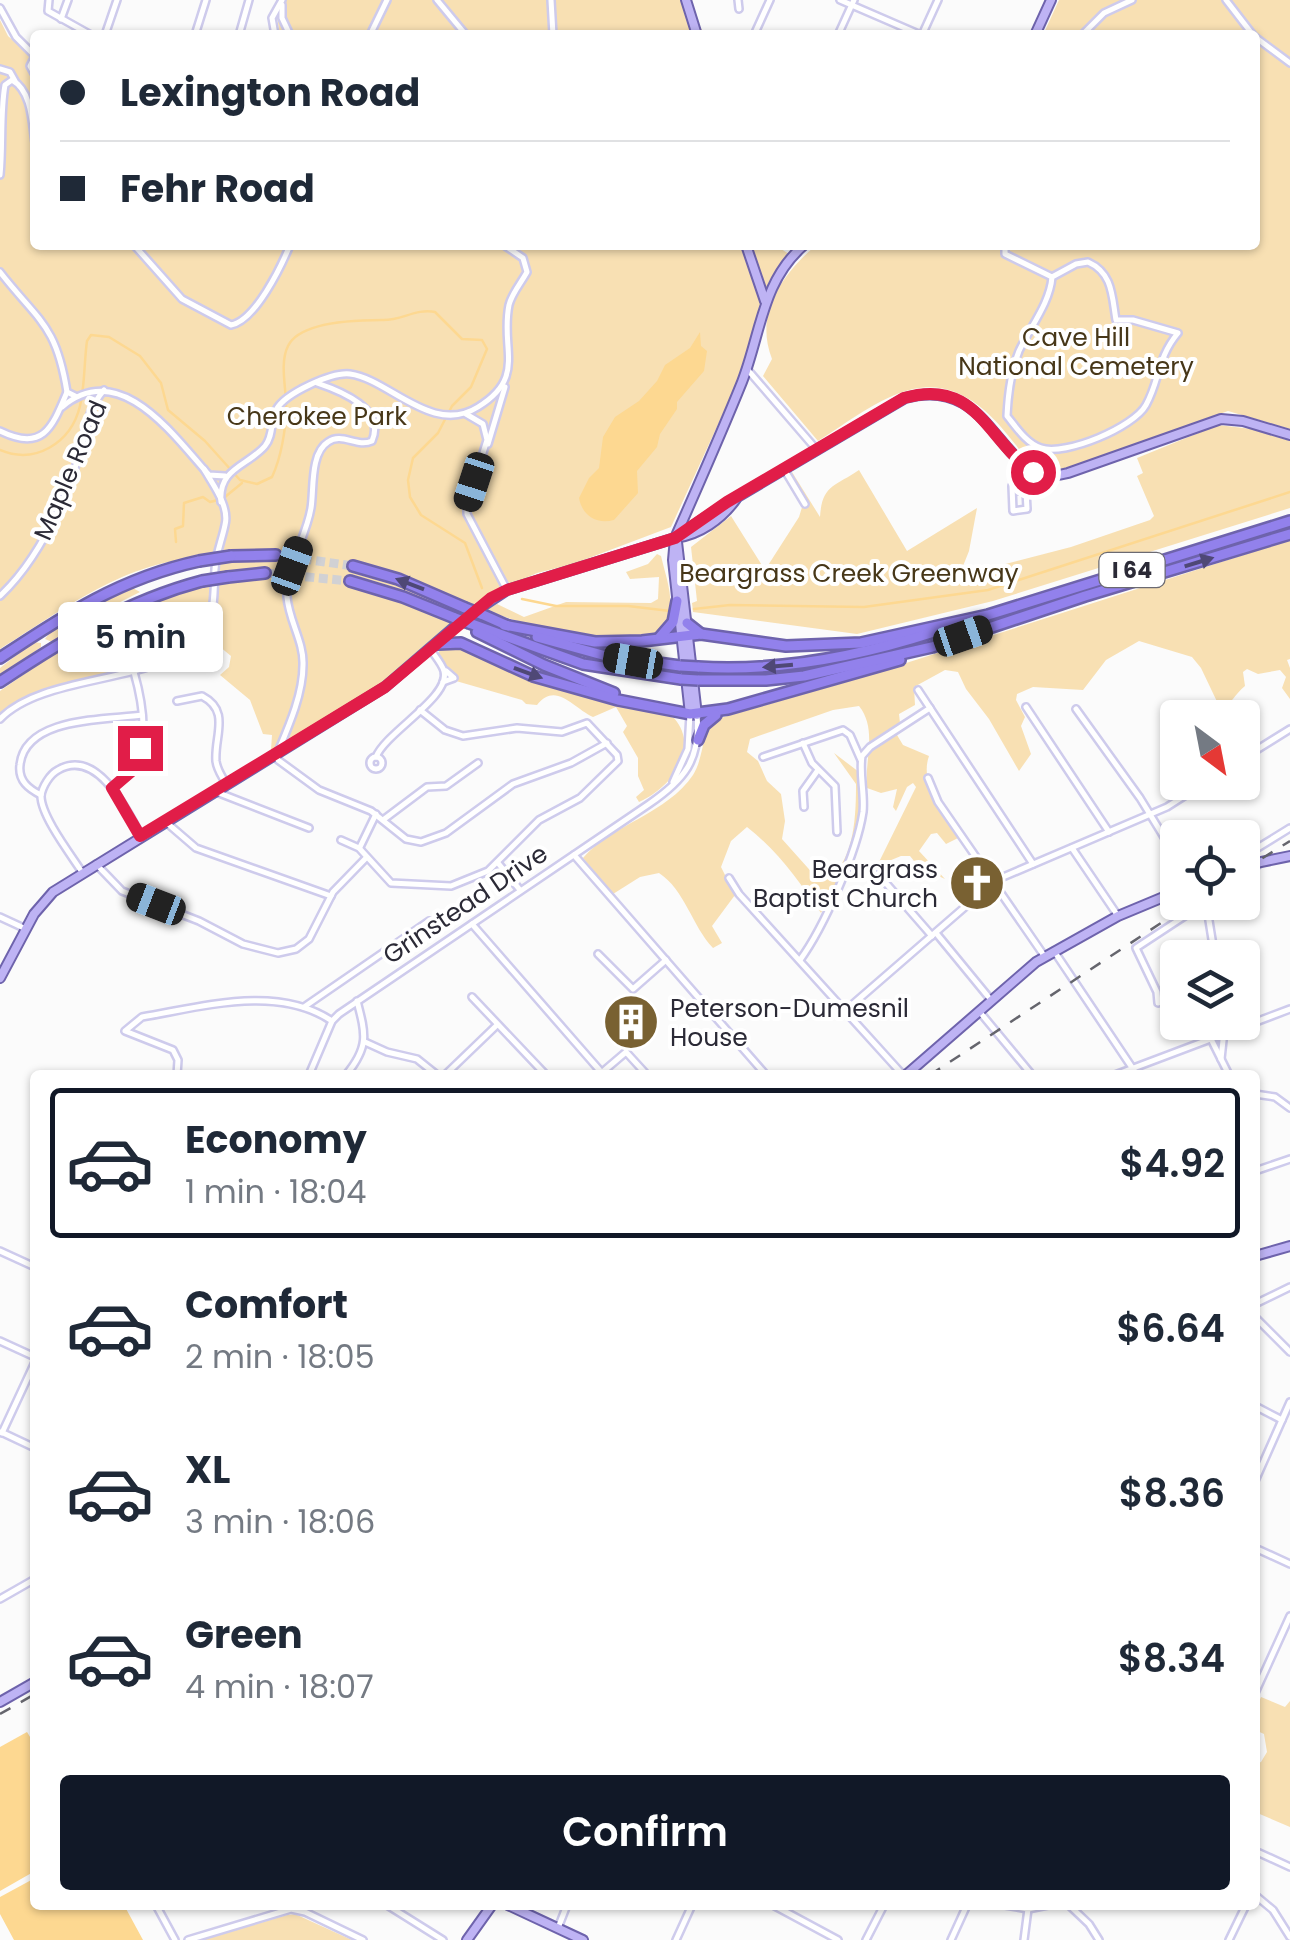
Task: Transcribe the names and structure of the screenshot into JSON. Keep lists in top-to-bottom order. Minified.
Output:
{"streets":{"highway":["I 64"],"main road":["Grinstead Drive"],"street":["Maple Road"]},"parks":["Cave Hill National Cemetery","Cherokee Park","Beargrass Creek Greenway"],"places":{"church":["Beargrass Baptist Church"],"building":["Peterson-Dumesnil House"]},"north":"bottom right","page":{"banner":["Lexington Road","Fehr Road"],"bubble":"5 min","list":[{"name":"Economy","note":"1 min · 18:04","value":"$4.92"},{"name":"Comfort","note":"2 min · 18:05","value":"$6.64"},{"name":"XL","note":"3 min · 18:06","value":"$8.36"},{"name":"Green","note":"4 min · 18:07","value":"$8.34"}],"buttons":"Confirm"}}
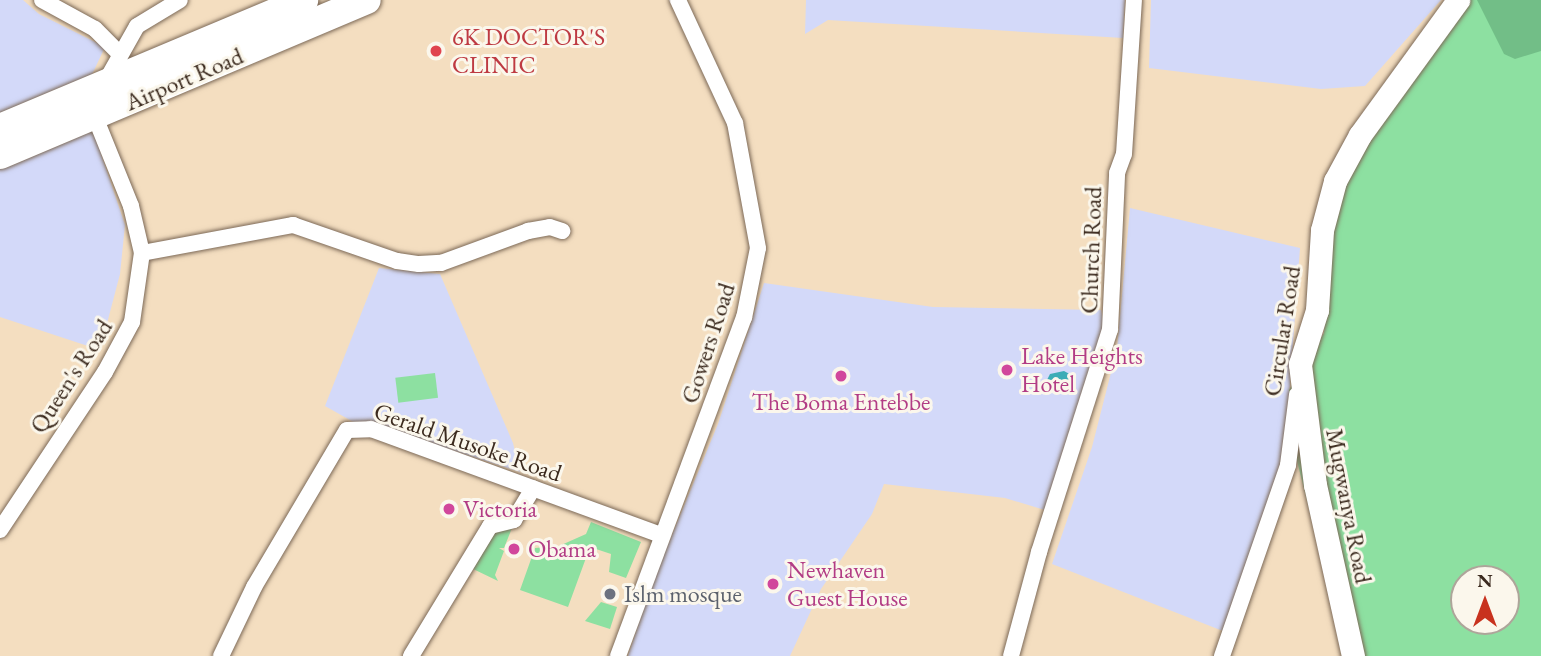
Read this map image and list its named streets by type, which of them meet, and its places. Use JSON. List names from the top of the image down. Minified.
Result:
{"streets":{"highway":["Airport Road"],"street":["Church Road","Circular Road","Gowers Road","Queen's Road","Gerald Musoke Road","Mugwanya Road"]},"crossings":[["Airport Road","Queen's Road"],["Circular Road","Mugwanya Road"],["Gowers Road","Gerald Musoke Road"]],"places":["6K DOCTOR'S CLINIC","Lake Heights Hotel","The Boma Entebbe","Victoria","Obama","Newhaven Guest House","Islm mosque"],"north":"top"}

◆ **About this task**: A verbatim reproduction of each entry is expected, with every picture omitted.

◆ **Reply to the task**:
Task: Transcribe the names and structure of the screenshot into JSON. Keep lists in top-to-bottom order. Minified.
Output:
{"streets":{"highway":["I 64"],"main road":["Grinstead Drive"],"street":["Maple Road"]},"parks":["Cave Hill National Cemetery","Cherokee Park","Beargrass Creek Greenway"],"places":{"church":["Beargrass Baptist Church"],"building":["Peterson-Dumesnil House"]},"north":"bottom right","page":{"banner":["Lexington Road","Fehr Road"],"bubble":"5 min","list":[{"name":"Economy","note":"1 min · 18:04","value":"$4.92"},{"name":"Comfort","note":"2 min · 18:05","value":"$6.64"},{"name":"XL","note":"3 min · 18:06","value":"$8.36"},{"name":"Green","note":"4 min · 18:07","value":"$8.34"}],"buttons":"Confirm"}}
Read this map image and list its named streets by type, which of them meet, and its places. Use JSON. List names from the top of the image down. Minified.
Result:
{"streets":{"highway":["Airport Road"],"street":["Church Road","Circular Road","Gowers Road","Queen's Road","Gerald Musoke Road","Mugwanya Road"]},"crossings":[["Airport Road","Queen's Road"],["Circular Road","Mugwanya Road"],["Gowers Road","Gerald Musoke Road"]],"places":["6K DOCTOR'S CLINIC","Lake Heights Hotel","The Boma Entebbe","Victoria","Obama","Newhaven Guest House","Islm mosque"],"north":"top"}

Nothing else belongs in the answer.